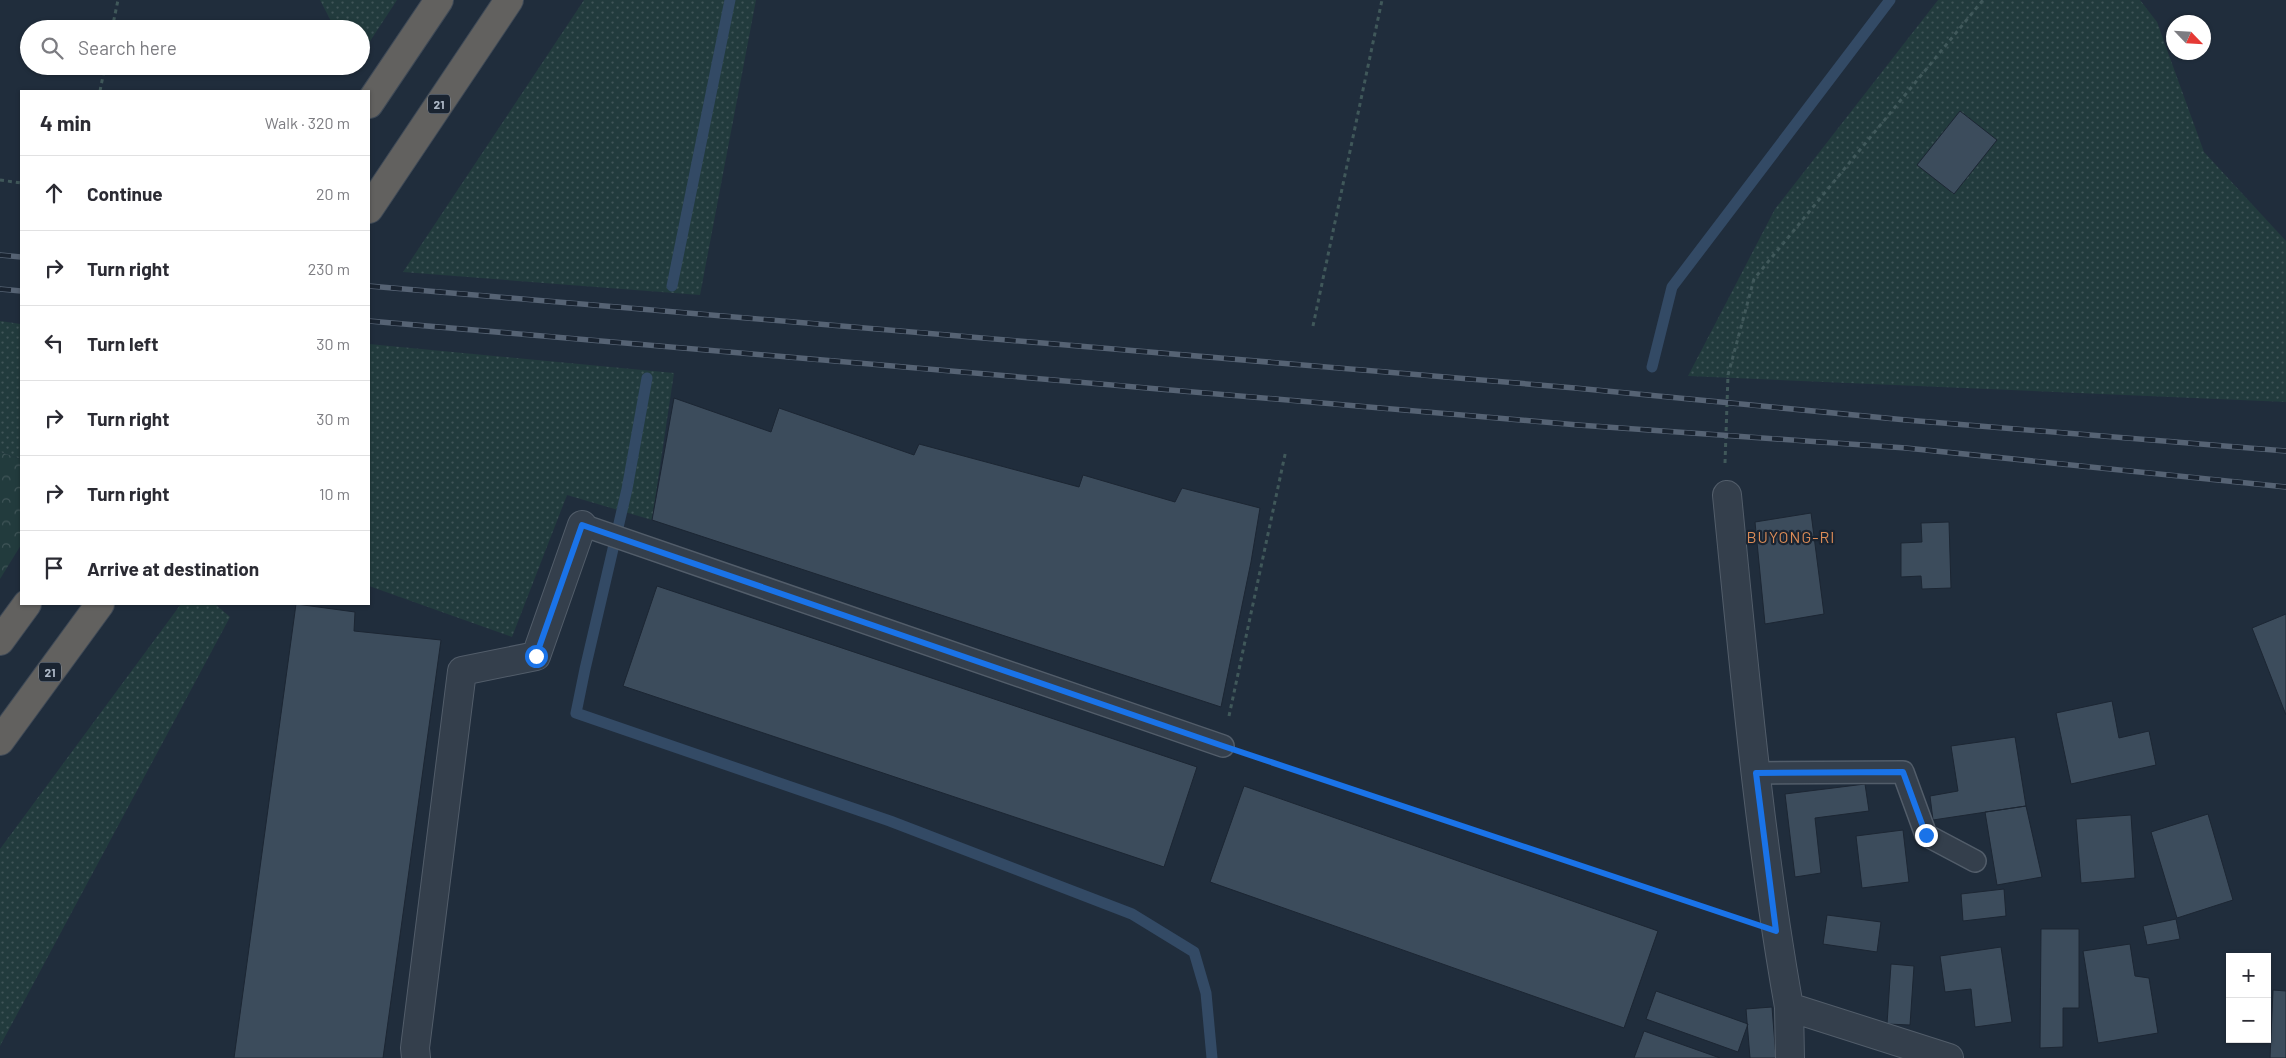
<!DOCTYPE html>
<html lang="en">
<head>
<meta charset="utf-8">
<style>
  :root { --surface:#fff; --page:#f7f7f7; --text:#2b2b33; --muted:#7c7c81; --line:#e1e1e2 }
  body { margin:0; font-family:Barlow,sans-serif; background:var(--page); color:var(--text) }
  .controls { position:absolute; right:15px; bottom:15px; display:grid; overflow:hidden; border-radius:0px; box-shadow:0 1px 4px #0004 }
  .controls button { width:45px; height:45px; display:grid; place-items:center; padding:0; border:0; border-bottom:1px solid var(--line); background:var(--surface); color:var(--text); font:25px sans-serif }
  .compass { position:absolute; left:2166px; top:15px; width:45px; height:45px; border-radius:50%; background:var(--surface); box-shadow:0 1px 4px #0004; rotate:115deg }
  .stop { position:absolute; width:15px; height:15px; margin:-11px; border:4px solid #1a73e8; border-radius:50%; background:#fff }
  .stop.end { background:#1a73e8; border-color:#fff; box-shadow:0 1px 5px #0008 }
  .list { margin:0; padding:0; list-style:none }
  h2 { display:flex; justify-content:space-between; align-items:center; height:65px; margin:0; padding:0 20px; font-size:21px }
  h2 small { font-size:16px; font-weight:400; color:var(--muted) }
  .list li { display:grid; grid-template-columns:32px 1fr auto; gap:15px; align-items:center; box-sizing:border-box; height:75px; padding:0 20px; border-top:1px solid var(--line) }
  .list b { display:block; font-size:19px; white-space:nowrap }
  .list em { font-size:16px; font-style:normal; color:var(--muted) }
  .icon { flex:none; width:28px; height:28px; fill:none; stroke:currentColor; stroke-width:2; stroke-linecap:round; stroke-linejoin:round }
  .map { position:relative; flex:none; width:2286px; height:1058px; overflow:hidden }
  .search { position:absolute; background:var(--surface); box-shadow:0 1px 4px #0004; left:20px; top:20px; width:350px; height:55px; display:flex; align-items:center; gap:12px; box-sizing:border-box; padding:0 18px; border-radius:28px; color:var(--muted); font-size:19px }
  .panel { position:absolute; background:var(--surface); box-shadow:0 1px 4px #0004; left:20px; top:90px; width:350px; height:515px; border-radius:0px }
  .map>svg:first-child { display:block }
  .grass { fill:url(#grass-dots) }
  .forest { fill:url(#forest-crowns) }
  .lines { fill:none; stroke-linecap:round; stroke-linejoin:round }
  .stream { stroke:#334a65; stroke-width:11 }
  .building { fill:#3c4c5c; stroke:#1c2633 }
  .service-casing { stroke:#525d6a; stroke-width:24 }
  .minor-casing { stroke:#525d6a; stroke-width:30 }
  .trunk-casing { stroke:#3f4a57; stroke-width:30 }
  .path { stroke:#40585a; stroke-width:3; stroke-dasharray:4 4; stroke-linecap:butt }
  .service { stroke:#343f4c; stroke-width:21 }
  .minor { stroke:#343f4c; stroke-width:28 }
  .trunk { stroke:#62615f; stroke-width:28 }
  .rail-casing { stroke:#566374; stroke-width:5.5 }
  .rail { stroke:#1a2431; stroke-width:4; stroke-dasharray:11; stroke-linecap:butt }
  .route { stroke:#1a73e8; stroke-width:6 }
  .labels { text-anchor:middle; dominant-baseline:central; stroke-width:4.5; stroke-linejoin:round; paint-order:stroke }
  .shield { fill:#1a2431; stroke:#828d9b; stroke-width:1 }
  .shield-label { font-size:12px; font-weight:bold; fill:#afbac8 }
  .quarter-label { font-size:16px; letter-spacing:1px; fill:#dc8c57; stroke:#1a2431 }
</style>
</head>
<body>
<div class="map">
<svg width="2286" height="1058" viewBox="0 0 2286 1058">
  <defs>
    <pattern id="grass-dots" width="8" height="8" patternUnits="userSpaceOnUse" patternTransform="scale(1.25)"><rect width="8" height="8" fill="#223b3d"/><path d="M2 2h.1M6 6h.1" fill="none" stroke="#405558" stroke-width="1.8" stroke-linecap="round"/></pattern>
    <pattern id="forest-crowns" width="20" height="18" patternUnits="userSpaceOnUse" patternTransform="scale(1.25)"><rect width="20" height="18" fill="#223b3d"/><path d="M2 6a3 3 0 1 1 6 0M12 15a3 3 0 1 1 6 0" fill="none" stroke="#405558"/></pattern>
  </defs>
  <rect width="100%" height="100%" fill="#202d3c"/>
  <path class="grass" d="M320,0H397L361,55V29H335Z
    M584,0H756L700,295L403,272Z
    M1938,0H2140L2157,22L2204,152L2286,241V402L1688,376L1775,209Z
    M0,321L21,324V459L0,452Z
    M369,344L674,373L652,520L567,495L512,637L369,586Z
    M181,604H215L230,617L0,1046V849Z"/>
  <path class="forest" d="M0,452L21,459V545L0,579Z"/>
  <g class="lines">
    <path class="stream" d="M672,286L730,0
      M1652,367L1672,287L1890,0
      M647,378L627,489L585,669L576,713L890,821L1132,914L1194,952L1206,993L1212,1058"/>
  </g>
  <path class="building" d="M1960,111L1997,140L1954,194L1917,165Z
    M674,398L771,432L779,408L914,455L919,444L1079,487L1083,475L1175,502L1182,488L1260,508L1251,562L1221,707L652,520Z
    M1811,513L1824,614L1765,624L1755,522Z
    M1949,522L1951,588L1922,589L1921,576L1901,577V543L1922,542L1921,523Z
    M657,586L1197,767L1164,867L623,686Z
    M296,604L355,612L354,631L441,640L383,1058H234Z
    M2286,614V715L2252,628Z
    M2112,701L2119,738L2149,731L2156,765L2071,784L2056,713Z
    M2015,737L2026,806L1933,820L1930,796L1958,791L1951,746Z
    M1865,784L1869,811L1815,818L1821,873L1795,877L1785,794Z
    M1244,786L1658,931L1624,1028L1210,882Z
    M2026,806L2042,877L1997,885L1985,812Z
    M2208,814L2233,900L2177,918L2151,832Z
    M2131,815L2135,878L2081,883L2076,819Z
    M1903,830L1909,882L1862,888L1856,836Z
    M2004,889L2006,916L1963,921L1961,894Z
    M1827,915L1881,922L1877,952L1823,944Z
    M2176,919L2180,939L2147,945L2143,926Z
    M2041,929H2079V1008H2063V1047L2040,1048Z
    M2130,944L2135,976L2149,978L2158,1033L2098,1043L2083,951Z
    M2001,947L2012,1022L1975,1027L1971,989L1945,992L1940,956Z
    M1891,964L1914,966L1910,1025L1887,1024Z
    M2273,990L2286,991V1058H2270Z
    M1656,991L1748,1024L1738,1052L1646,1019Z
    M1772,1007L1776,1058H1750L1746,1009Z
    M1644,1031L1720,1058H1634Z"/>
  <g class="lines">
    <defs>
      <path id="service" d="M582,525L1223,746
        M1756,773L1903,772L1926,835L1975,861"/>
      <path id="minor" d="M1727,495C1744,666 1759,838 1789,1007
        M416,1058L415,1048L462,671L536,656L582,525
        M1790,1058L1789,1007L1949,1058"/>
      <path id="trunk" d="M369,104L439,0
        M369,209L509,0
        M0,641L27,604
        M0,741L100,604"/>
    </defs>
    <use href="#service" class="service-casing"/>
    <use href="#minor" class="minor-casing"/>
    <use href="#trunk" class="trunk-casing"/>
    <path class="path" d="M112,29L118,0
      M100,91L105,66
      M0,180L21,183
      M1313,326L1382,0
      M1725,463L1728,375L1754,279L1983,0
      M1229,716L1286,450
      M1250,755L1741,920"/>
    <use href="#service" class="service"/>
    <use href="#minor" class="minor"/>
    <use href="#trunk" class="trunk"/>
    <defs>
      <path id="rail" d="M0,255L21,257
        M369,286L1575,388L1906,420L2286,451
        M0,289L21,291
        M369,321L1578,425L1906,448L2286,487"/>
    </defs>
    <use href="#rail" class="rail-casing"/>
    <use href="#rail" class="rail"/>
  </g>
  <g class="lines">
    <path class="route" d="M536,656L582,525L1223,746L1776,931L1756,773L1903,772L1926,835"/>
  </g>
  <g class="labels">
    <g class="shield">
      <rect x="428" y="94.5" width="22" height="19" rx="4"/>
      <rect x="39" y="662.5" width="22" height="19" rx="4"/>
    </g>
    <g class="shield-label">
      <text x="439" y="104">21</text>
      <text x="50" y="672">21</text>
    </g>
    <g class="quarter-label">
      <text x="1791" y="536">BUYONG-RI</text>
    </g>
  </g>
</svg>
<div class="controls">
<button>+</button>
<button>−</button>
</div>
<svg class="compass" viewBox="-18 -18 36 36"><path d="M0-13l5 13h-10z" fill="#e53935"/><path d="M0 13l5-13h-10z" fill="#7c7c81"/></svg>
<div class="stop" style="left:536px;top:656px"></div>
<div class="stop end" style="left:1926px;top:835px"></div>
<div class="search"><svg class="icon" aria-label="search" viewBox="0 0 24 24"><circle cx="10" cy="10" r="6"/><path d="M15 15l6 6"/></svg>Search here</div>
<section class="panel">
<h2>4 min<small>Walk · 320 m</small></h2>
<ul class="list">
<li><svg class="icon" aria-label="ahead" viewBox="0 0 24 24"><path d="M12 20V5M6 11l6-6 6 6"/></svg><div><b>Continue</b></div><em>20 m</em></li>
<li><svg class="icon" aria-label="right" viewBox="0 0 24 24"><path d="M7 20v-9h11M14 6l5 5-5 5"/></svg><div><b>Turn right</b></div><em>230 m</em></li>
<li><svg class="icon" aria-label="left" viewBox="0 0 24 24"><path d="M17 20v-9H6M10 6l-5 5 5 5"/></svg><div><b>Turn left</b></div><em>30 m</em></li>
<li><svg class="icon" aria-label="right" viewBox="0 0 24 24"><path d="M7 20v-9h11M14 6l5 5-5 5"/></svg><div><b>Turn right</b></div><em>30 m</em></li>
<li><svg class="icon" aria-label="right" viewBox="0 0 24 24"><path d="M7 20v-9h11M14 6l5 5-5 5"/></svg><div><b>Turn right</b></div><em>10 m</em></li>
<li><svg class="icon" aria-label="arrive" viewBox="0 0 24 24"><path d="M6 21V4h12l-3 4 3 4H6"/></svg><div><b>Arrive at destination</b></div></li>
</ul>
</section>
</div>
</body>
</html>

▶ [WHAT YOU ARE ASKED TO DO] While leaving pictures out, reproduce exactly the lines from the beginning of the listing above through the line containing "flex:none; width:28px; height:28px;", both ends included.

▶ [RESULT]
<!DOCTYPE html>
<html lang="en">
<head>
<meta charset="utf-8">
<style>
  :root { --surface:#fff; --page:#f7f7f7; --text:#2b2b33; --muted:#7c7c81; --line:#e1e1e2 }
  body { margin:0; font-family:Barlow,sans-serif; background:var(--page); color:var(--text) }
  .controls { position:absolute; right:15px; bottom:15px; display:grid; overflow:hidden; border-radius:0px; box-shadow:0 1px 4px #0004 }
  .controls button { width:45px; height:45px; display:grid; place-items:center; padding:0; border:0; border-bottom:1px solid var(--line); background:var(--surface); color:var(--text); font:25px sans-serif }
  .compass { position:absolute; left:2166px; top:15px; width:45px; height:45px; border-radius:50%; background:var(--surface); box-shadow:0 1px 4px #0004; rotate:115deg }
  .stop { position:absolute; width:15px; height:15px; margin:-11px; border:4px solid #1a73e8; border-radius:50%; background:#fff }
  .stop.end { background:#1a73e8; border-color:#fff; box-shadow:0 1px 5px #0008 }
  .list { margin:0; padding:0; list-style:none }
  h2 { display:flex; justify-content:space-between; align-items:center; height:65px; margin:0; padding:0 20px; font-size:21px }
  h2 small { font-size:16px; font-weight:400; color:var(--muted) }
  .list li { display:grid; grid-template-columns:32px 1fr auto; gap:15px; align-items:center; box-sizing:border-box; height:75px; padding:0 20px; border-top:1px solid var(--line) }
  .list b { display:block; font-size:19px; white-space:nowrap }
  .list em { font-size:16px; font-style:normal; color:var(--muted) }
  .icon { flex:none; width:28px; height:28px; fill:none; stroke:currentColor; stroke-width:2; stroke-linecap:round; stroke-linejoin:round }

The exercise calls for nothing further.